Quand une jeune femme meurt seule et que le monde ne le remarque pas
La mort de Charlotte Leader, une jeune fille de 23 ans dont le corps a été retrouvé quelques mois après sa mort dans son appartement près de Manchester, où elle vivait seule, a fait sensation dans le monde entier. Il semblerait qu’il souffrait de graves troubles psychologiques, notamment liés au comportement alimentaire, et nous le savons grâce à ses conversations avec ChatGPT, peut-être son seul exutoire social. On ne sait pas pourquoi la jeune femme avait rompu toute relation avec sa famille, qui ne pouvait plus la contacter depuis un certain temps. Il souffrait également probablement d’une forme de retrait social extrême, connue sous le terme japonais hikikomori, qui implique souvent une distance non seulement avec ses amis mais aussi avec ses parents.
Le « kodokushi »
Cependant, la mort de Charlotte Leader s’inscrit dans un autre phénomène tristement connu au Pays du Soleil Levant : le kodokushi, que l’on peut traduire littéralement par « mort solitaire ». Rien qu’en 2024, le Japon a enregistré plus de 50 000 personnes décédées chez elles sans que personne ne signale leur décès : des corps retrouvés par hasard par des entreprises de déménagement ou par des propriétaires exigeant le paiement du loyer. Il s’agit pour la plupart de personnes de plus de 65 ans, mais même parmi les moins de 40 ans, les chiffres semblent augmenter. Entre 2018 et 2020, rien que dans la région de Tokyo, plus de 700 jeunes sont morts dans une solitude totale. Comme dans le cas des hikikomori, le Japon ne fait là aussi qu’anticiper une tendance globale qui naît d’une matrice commune : la solitude.

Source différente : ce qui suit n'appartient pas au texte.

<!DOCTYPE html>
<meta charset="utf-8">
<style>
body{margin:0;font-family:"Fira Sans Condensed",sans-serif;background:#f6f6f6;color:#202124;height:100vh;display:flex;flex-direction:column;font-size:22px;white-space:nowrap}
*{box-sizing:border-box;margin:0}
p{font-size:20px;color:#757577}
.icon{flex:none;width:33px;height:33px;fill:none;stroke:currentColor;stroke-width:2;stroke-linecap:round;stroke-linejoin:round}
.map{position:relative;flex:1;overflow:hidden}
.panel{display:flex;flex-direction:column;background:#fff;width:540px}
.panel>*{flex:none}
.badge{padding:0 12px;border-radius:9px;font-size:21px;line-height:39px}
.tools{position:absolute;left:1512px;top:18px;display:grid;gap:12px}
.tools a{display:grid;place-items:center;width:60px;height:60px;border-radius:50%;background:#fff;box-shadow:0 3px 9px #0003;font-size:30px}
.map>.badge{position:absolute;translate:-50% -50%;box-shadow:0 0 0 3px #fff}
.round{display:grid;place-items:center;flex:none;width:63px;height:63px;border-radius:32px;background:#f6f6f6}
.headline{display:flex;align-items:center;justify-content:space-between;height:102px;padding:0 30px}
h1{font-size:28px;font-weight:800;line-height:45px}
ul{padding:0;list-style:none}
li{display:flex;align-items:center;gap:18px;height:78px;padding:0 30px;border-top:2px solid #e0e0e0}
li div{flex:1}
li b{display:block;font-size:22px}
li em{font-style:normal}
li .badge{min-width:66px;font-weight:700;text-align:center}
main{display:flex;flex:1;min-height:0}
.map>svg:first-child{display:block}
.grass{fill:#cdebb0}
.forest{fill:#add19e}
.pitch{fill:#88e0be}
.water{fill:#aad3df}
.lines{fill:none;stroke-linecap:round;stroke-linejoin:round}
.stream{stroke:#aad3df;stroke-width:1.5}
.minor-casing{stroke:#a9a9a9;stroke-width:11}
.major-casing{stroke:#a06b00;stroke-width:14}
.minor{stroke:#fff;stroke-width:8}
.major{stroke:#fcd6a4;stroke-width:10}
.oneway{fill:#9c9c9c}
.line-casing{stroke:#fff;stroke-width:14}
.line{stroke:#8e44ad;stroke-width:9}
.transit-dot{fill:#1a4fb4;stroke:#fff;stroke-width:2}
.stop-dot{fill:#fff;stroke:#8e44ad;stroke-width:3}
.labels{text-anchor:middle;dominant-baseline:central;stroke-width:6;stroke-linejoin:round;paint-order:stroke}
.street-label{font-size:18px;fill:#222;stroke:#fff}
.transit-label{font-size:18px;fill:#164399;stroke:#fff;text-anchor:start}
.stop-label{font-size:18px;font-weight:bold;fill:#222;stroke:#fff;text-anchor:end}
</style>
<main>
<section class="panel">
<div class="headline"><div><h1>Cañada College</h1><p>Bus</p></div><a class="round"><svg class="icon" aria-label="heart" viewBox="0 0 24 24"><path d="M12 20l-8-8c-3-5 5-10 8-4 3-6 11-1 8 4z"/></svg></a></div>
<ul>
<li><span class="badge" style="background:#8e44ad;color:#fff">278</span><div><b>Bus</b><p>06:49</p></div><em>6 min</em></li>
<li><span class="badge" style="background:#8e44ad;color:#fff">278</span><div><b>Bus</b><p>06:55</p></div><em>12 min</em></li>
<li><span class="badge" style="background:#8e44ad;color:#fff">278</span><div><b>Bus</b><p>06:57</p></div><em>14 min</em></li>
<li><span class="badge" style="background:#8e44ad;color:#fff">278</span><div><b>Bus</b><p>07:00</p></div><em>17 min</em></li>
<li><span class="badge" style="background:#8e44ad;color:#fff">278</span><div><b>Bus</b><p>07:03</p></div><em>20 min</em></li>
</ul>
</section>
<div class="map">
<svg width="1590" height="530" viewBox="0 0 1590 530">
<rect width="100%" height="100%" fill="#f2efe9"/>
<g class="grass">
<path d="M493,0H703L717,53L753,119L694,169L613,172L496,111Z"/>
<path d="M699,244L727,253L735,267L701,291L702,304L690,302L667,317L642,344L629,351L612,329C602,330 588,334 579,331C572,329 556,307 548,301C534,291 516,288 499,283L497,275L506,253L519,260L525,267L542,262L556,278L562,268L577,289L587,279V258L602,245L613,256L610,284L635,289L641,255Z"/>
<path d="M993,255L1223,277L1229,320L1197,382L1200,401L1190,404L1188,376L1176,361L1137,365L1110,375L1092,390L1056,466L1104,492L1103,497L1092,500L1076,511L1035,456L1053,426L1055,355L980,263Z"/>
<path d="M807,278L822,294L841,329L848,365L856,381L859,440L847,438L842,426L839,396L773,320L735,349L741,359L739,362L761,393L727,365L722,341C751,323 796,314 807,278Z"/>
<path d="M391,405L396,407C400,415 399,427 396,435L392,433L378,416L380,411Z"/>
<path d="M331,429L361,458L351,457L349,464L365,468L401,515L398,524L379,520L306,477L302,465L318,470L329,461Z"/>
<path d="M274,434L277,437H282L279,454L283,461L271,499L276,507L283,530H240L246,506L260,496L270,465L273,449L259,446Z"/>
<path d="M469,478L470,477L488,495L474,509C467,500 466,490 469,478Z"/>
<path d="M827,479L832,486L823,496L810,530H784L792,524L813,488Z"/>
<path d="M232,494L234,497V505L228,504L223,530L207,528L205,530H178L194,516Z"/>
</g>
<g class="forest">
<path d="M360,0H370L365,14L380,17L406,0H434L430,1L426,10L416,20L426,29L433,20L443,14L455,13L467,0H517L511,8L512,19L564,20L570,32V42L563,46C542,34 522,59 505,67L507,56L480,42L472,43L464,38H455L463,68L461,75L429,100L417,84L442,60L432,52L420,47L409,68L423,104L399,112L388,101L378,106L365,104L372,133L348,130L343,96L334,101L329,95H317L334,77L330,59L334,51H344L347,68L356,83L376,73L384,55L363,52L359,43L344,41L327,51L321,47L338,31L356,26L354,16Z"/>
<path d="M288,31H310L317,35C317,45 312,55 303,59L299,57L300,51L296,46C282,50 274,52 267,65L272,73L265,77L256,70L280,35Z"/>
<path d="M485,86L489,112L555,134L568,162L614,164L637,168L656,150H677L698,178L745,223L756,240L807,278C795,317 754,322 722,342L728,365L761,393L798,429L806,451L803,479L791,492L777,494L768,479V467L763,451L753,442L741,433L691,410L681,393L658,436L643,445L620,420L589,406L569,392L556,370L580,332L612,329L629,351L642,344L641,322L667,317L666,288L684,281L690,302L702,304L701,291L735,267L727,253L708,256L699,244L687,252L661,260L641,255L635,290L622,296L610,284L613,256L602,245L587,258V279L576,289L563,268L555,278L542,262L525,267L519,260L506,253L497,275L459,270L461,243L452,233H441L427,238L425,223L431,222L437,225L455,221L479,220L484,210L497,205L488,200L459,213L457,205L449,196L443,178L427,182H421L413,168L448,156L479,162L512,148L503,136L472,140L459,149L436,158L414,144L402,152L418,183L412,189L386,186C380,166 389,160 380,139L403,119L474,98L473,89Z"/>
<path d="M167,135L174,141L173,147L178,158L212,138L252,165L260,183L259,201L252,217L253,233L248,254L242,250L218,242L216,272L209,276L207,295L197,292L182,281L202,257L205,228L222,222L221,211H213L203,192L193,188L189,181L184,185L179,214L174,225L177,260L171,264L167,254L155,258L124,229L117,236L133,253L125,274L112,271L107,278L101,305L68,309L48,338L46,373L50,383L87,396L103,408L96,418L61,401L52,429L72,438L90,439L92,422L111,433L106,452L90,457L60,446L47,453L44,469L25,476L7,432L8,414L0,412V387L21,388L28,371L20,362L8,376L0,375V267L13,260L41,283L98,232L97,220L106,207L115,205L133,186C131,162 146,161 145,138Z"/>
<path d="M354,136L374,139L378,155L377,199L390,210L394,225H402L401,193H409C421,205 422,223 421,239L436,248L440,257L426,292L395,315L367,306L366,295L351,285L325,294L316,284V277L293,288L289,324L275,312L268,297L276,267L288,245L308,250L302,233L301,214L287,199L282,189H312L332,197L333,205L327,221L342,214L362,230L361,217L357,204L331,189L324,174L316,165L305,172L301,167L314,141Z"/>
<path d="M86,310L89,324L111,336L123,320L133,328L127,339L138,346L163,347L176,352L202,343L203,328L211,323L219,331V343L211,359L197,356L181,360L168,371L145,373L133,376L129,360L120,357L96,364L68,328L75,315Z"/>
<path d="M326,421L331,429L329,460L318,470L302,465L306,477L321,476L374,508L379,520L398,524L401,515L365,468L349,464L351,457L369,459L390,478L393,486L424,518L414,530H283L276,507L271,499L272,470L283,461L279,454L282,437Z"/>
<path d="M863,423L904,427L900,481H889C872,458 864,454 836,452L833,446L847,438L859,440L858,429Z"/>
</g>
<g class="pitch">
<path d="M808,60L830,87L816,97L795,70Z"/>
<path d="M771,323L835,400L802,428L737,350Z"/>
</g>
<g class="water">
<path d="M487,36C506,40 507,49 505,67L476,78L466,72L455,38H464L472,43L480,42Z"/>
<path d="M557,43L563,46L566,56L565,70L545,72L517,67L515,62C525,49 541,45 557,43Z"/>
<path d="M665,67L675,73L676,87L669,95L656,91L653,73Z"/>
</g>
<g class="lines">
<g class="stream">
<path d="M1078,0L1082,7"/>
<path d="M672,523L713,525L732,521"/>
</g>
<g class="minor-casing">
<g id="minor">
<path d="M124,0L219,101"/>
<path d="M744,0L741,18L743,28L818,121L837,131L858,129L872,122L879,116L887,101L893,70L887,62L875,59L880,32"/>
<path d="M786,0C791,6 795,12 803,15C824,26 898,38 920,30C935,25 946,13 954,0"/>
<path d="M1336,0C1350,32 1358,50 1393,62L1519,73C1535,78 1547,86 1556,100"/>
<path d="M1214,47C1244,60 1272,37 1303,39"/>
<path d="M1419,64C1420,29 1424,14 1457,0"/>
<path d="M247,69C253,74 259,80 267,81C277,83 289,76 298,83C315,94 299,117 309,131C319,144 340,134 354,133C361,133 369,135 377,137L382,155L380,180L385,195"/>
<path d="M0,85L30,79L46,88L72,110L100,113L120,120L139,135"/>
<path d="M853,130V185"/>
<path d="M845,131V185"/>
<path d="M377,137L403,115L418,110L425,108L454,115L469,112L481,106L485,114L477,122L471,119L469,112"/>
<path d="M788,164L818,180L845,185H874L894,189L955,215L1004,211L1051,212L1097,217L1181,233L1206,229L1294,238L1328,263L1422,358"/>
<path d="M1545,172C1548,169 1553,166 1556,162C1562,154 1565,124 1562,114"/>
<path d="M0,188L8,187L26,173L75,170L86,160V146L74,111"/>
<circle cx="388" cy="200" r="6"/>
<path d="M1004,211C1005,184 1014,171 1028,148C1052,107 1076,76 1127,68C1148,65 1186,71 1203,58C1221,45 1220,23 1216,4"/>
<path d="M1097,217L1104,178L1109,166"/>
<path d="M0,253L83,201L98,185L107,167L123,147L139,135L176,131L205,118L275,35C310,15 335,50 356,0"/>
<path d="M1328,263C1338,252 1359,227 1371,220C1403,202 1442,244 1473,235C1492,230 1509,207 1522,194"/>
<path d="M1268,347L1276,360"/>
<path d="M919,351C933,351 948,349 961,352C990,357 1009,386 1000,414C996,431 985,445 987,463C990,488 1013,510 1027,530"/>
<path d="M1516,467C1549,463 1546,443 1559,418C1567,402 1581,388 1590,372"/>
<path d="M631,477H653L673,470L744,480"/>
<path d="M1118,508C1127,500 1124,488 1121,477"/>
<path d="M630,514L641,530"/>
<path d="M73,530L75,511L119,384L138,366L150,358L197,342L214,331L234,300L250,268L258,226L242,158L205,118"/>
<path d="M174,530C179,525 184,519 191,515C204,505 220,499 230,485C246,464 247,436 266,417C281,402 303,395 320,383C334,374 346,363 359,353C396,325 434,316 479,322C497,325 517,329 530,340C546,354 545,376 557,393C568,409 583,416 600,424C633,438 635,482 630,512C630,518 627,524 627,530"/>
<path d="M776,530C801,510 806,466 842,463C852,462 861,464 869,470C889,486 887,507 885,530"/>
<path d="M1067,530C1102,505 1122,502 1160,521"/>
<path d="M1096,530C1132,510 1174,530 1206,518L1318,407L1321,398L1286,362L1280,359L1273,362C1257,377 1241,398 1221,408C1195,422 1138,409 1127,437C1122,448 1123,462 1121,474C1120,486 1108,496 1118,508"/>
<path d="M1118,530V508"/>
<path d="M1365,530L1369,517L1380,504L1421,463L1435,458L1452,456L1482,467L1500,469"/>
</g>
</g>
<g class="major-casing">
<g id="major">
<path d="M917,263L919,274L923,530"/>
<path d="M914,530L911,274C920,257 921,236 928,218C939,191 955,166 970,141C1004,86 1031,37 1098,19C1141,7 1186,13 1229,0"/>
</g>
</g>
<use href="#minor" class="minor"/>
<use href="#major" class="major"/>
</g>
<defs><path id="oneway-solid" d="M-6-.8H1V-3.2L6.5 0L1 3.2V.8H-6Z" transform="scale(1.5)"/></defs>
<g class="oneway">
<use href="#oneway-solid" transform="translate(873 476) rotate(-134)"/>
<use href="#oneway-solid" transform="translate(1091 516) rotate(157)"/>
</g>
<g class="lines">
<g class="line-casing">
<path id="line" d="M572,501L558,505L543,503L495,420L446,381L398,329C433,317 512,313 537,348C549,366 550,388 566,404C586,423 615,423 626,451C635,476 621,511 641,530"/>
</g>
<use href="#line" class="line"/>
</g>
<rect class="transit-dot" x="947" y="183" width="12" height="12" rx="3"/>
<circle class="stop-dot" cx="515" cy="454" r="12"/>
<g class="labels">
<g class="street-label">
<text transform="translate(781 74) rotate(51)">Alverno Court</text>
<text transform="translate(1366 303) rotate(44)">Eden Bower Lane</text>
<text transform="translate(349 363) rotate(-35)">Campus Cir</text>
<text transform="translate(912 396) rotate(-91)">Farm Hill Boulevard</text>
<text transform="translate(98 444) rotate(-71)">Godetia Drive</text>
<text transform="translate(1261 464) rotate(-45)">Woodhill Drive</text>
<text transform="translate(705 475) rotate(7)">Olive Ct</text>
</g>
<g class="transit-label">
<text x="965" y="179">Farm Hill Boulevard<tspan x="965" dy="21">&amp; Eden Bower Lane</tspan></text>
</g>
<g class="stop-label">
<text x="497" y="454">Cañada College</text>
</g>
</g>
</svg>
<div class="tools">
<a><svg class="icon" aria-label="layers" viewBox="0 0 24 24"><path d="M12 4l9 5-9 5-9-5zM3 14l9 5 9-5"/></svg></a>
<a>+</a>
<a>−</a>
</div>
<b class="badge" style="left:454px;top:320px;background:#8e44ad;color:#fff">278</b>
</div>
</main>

Un million de personnes montrent des signes de projets suicidaires
Nous vivons dans une société aux liens interpersonnels de plus en plus faibles et raréfiés, où les nouvelles technologies (y compris l’intelligence artificielle) qui auraient dû nous aider à nous connecter et à améliorer la qualité de vie s’avèrent au contraire être, du moins en termes de santé mentale, un échec presque total. Pour autant, pourraient-ils nous proposer une aide préventive ? Peut-être, s’ils pouvaient intercepter les cas présentant un risque d’automutilation. Selon ce qu’OpenAI a rapporté, chaque semaine, en effet, plus d’un million d’utilisateurs de ChatGPT montrent « des signaux explicites d’intentions ou de projets suicidaires potentiels ». Cela ne représente que 0,15 % du total, mais ce chiffre reste alarmant si l’on considère que tout le monde n’a pas le courage de confier de telles pensées à une machine.
D’où la question : est-il possible pour ChatGPT de signaler ces personnes à risque aux autorités sanitaires ou aux forces de l’ordre ? Un peu comme ce qui s’est passé, par exemple, avec un étudiant en Floride, arrêté après avoir demandé au chatbot : « Comment tuer mon ami en plein cours ? ». Dans le domaine de la santé mentale, cependant, une telle stratégie présente des risques évidents : si les chatbots commençaient à être perçus comme des confidents peu sûrs, de nombreuses personnes éviteraient de partager avec eux leurs pensées d’automutilation, alimentant ainsi la rumination interne et, par conséquent, le risque de passer d’idées suicidaires passives à des idées suicidaires actives. Quelle que soit la perspective sous laquelle vous envisagez le problème, la solitude reste au cœur de tout.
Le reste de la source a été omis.